Collected data entries
......
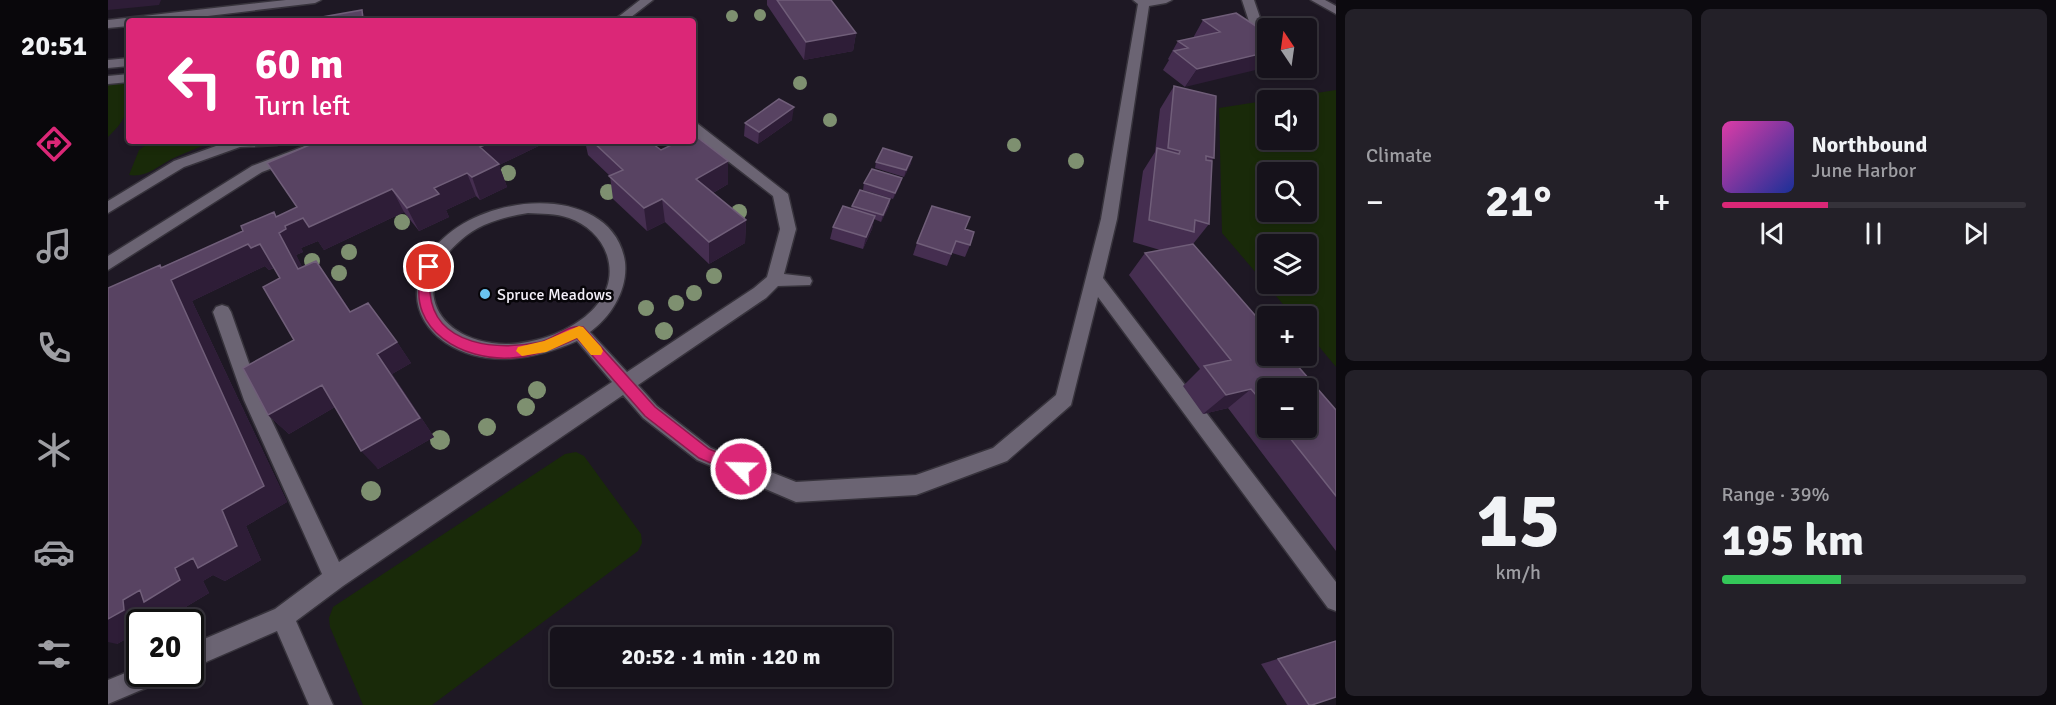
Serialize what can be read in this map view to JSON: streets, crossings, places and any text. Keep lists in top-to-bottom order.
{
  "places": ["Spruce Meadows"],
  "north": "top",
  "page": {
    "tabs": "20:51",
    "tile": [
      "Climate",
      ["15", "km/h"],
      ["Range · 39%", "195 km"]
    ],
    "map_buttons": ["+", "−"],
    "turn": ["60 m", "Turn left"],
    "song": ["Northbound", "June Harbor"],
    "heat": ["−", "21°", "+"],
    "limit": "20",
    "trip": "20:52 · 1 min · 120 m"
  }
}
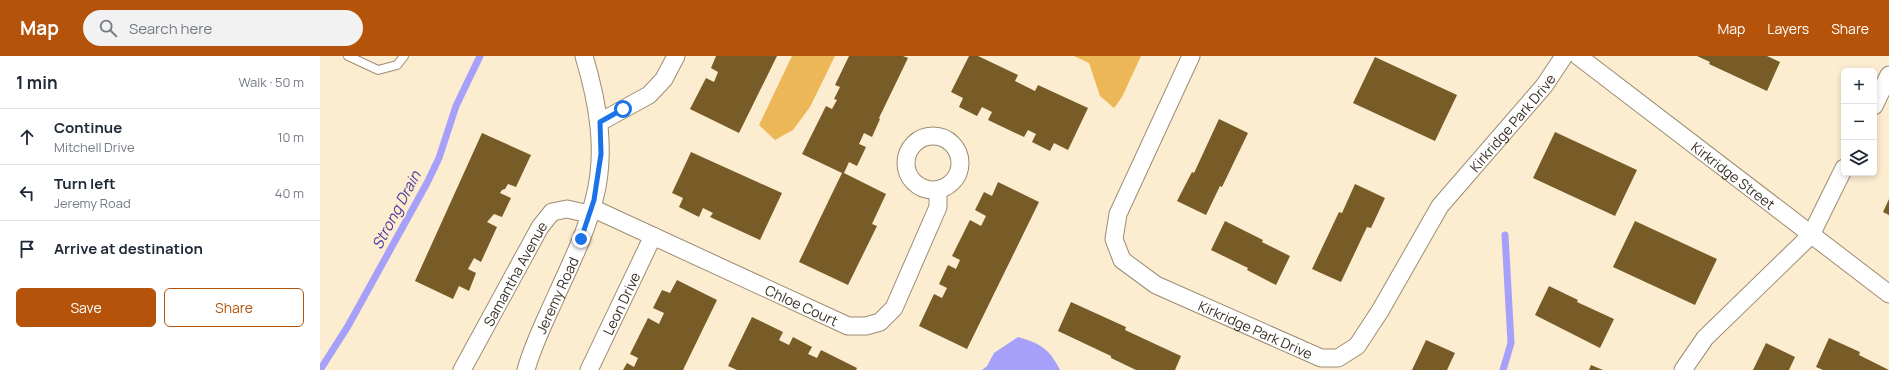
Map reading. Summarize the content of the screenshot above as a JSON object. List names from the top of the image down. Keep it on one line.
......
* WHAT IS NEEDED
Here the job is to print all the entries above exactly, minus the images.

* OUTPUT
Serialize what can be read in this map view to JSON: streets, crossings, places and any text. Keep lists in top-to-bottom order.
{
  "places": ["Spruce Meadows"],
  "north": "top",
  "page": {
    "tabs": "20:51",
    "tile": [
      "Climate",
      ["15", "km/h"],
      ["Range · 39%", "195 km"]
    ],
    "map_buttons": ["+", "−"],
    "turn": ["60 m", "Turn left"],
    "song": ["Northbound", "June Harbor"],
    "heat": ["−", "21°", "+"],
    "limit": "20",
    "trip": "20:52 · 1 min · 120 m"
  }
}
Map reading. Summarize the content of the screenshot above as a JSON object. List names from the top of the image down. Keep it on one line.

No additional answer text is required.